To be sure, the use of consumers’ genetic data raises serious privacy concerns. While it is common practice to remove identifiers such as surnames from genetic data before releasing it to the public, researchers have sometimes managed to identify individuals anyway by combining anonymous gene sequences with genealogical databases and other public information such as age and state of residence. These problems can be solved with further protections, but they require constant vigilance.
Privacy can never be guaranteed with absolute certainty. The risks should always be minimized, and balanced against the benefits of the innovations that may arise from increased data availability.
Similar logic applies to economic data. Consider the U.S. policy response to the coronavirus. The Paycheck Protection Program provision of the Coronavirus Aid, Relief and Economic Security (CARES) Act provided hundreds of billions of dollars in forgivable loans to small businesses. Despite the large amount of relief available, demand for loans greatly exceeded supply. Ideally, loans would have been based on expected need, but the Treasury had no information about firms’ financial health.

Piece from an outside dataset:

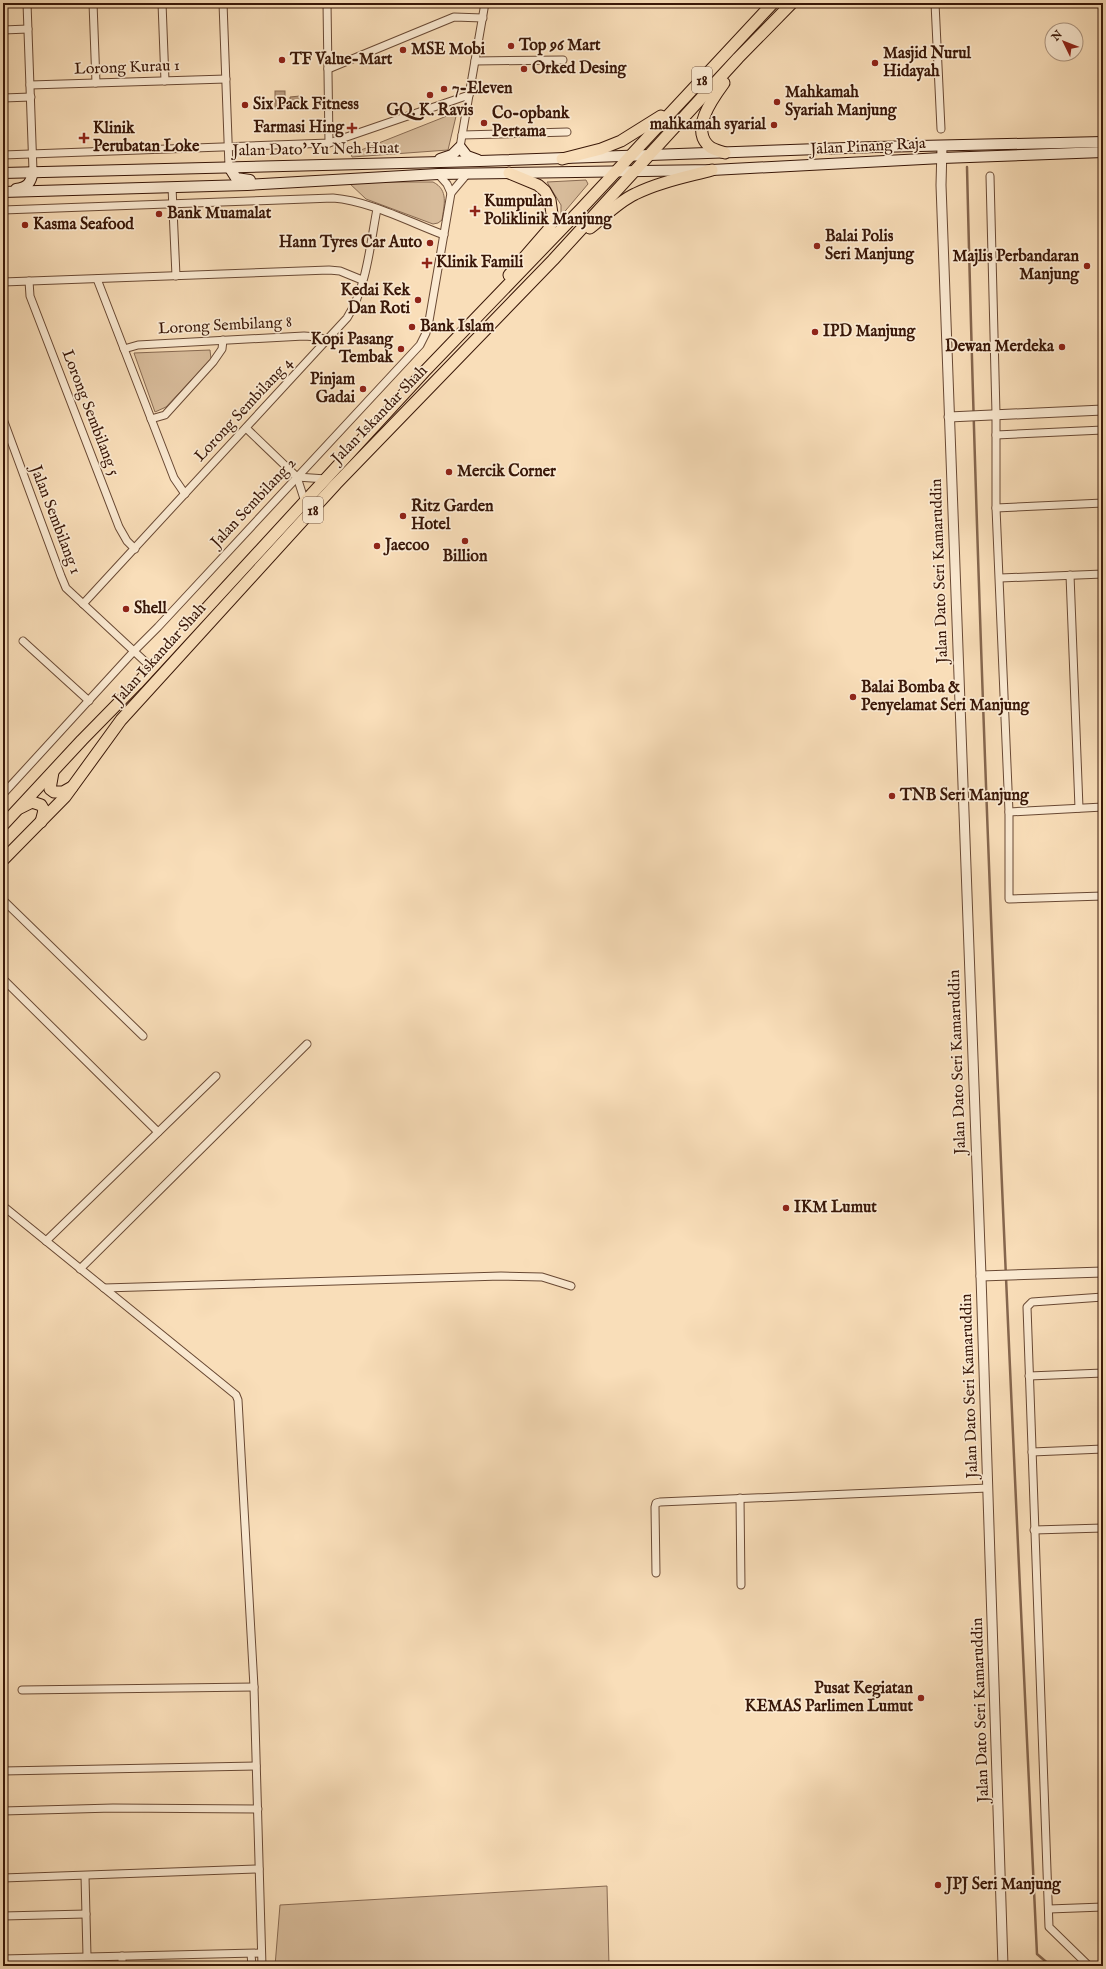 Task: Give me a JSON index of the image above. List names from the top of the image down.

In the absence of good data, the loans were based on expediency rather than expected need, using local banks as intermediaries, and they made loans disproportionately to firms with which they had strong connections. Economists estimate that the program spent between $150,000 and $377,000 per job saved, a high price for a program that was guaranteed for only a few months.
A better program would target aid to business sectors and geographies that most need help, using real-time data from the businesses themselves. This data already exists, but only behind company walls. It should be anonymized as carefully as possible and assembled for public use, so that local policymakers and entrepreneurs can direct the relief to those who need it most.

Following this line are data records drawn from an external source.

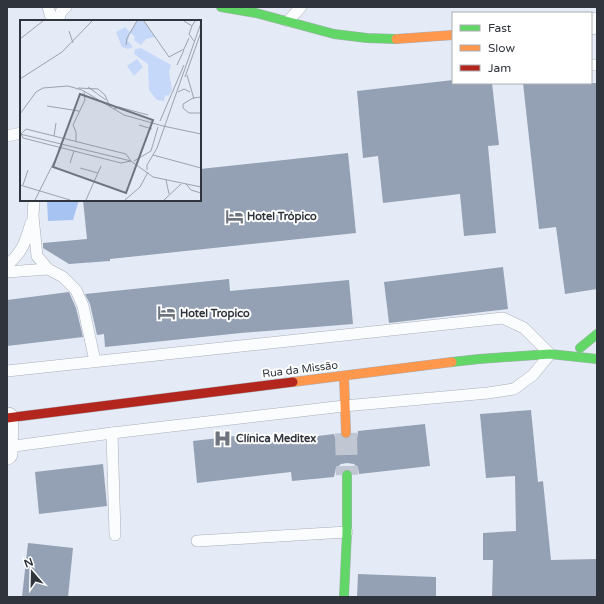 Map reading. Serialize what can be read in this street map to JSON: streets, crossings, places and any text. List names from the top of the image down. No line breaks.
{"streets":{"main road":["Rua da Missão"]},"places":{"hotel":["Hotel Trópico","Hotel Tropico"],"hospital":["Clínica Meditex"]},"legend":["Fast","Slow","Jam"],"north":"top"} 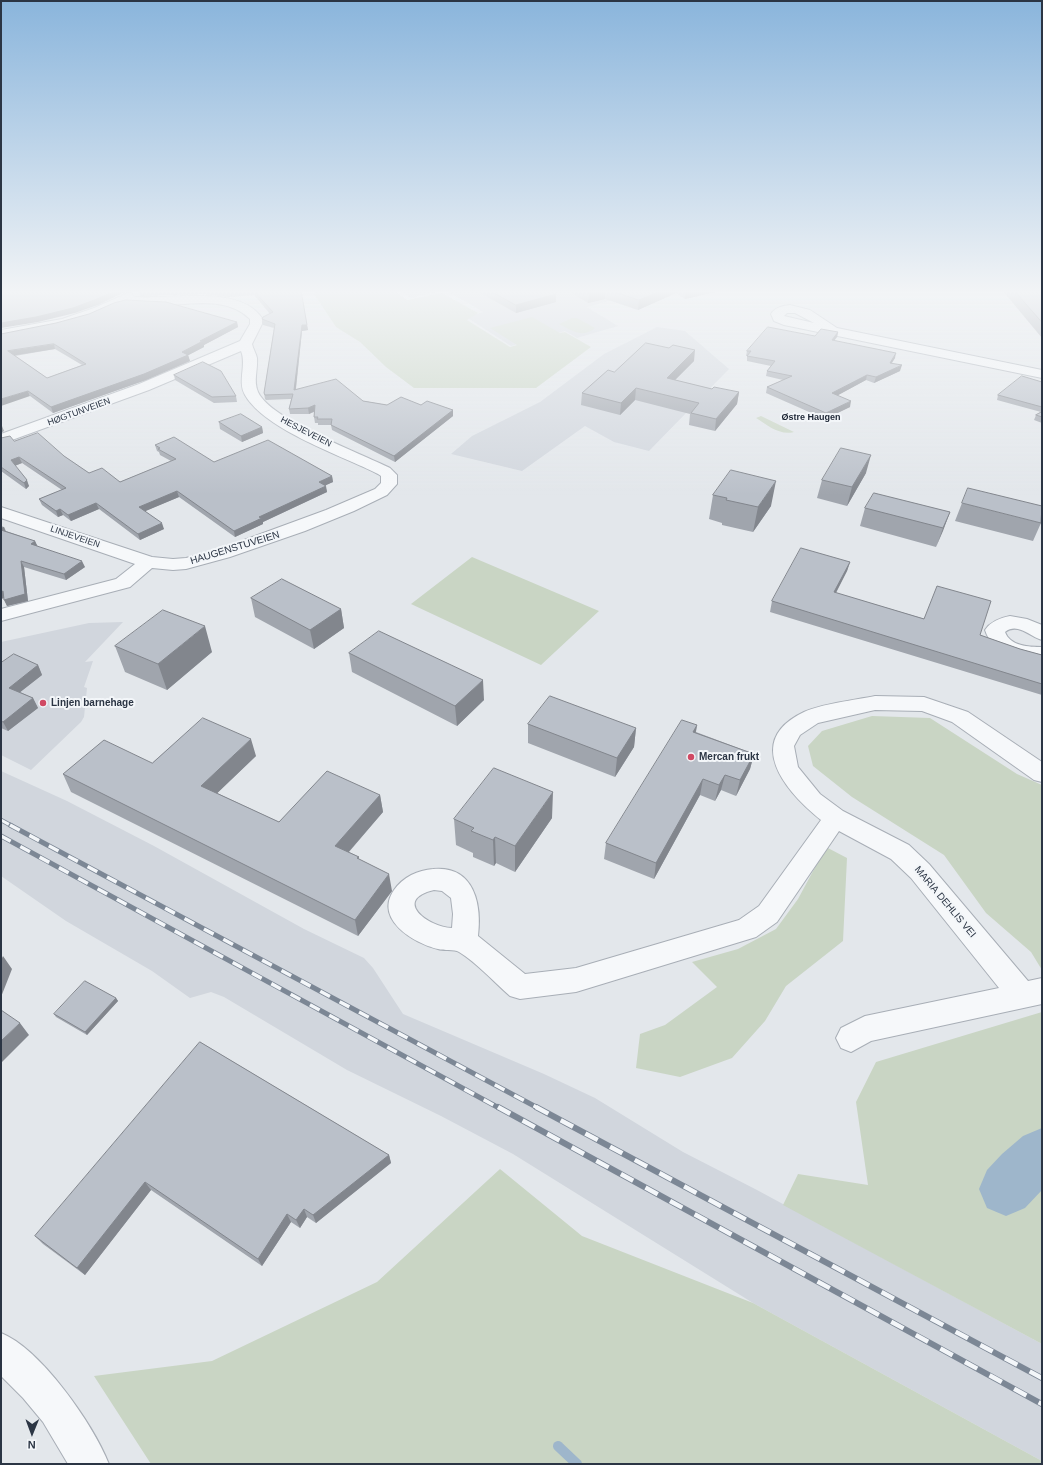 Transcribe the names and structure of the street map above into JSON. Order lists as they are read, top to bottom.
{
  "streets": {
    "street": [
      "HØGTUNVEIEN",
      "HESJEVEIEN",
      "LINJEVEIEN",
      "HAUGENSTUVEIEN",
      "MARIA DEHLIS VEI"
    ]
  },
  "crossings": [
    ["HESJEVEIEN", "HAUGENSTUVEIEN"],
    ["LINJEVEIEN", "HAUGENSTUVEIEN"]
  ],
  "districts": ["Østre Haugen"],
  "places": ["Linjen barnehage", "Mercan frukt"],
  "north": "bottom"
}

One promising model is the Opportunity Insights Economic Tracker, a publicly available repository of anonymized data contributed by private companies. The tracker was started in May by researchers at Harvard and Brown. (I collaborate with Opportunity Insights, although I was not part of the work on the tracker.) Real-time analysis of economic effects — enabled by better data sharing — can improve the targeting of policies to those in greatest need.
Federal regulation of data needs a dual mandate, balancing privacy concerns alongside the social benefits of greater access. Two legislative proposals from the last Congress — by Senators Kirsten Gillibrand and Sherrod Brown — called for the creation of a federal agency devoted to protecting consumer data. This agency would take complaints, conduct investigations and keep a close eye on emerging technologies that threaten individual privacy.
This data protection agency could be combined with Data.gov, a government website created in 2009 that assembles and hosts hundreds of thousands of data sets for public use. Together they could form a kind of federal data library, democratizing knowledge for the digital age.
Just as traditional libraries curate and organize their collections, so could a digital library, adding new data sources and cleaning and assembling them for public use. A federal data library could also take the lead in developing and using new tools such as differential privacy, a technique designed to preserve important features of data while protecting individual identities.
Data’s increasing value as an economic resource requires a new way of thinking. Strict privacy protections are needed to make socially valuable data available for the public good.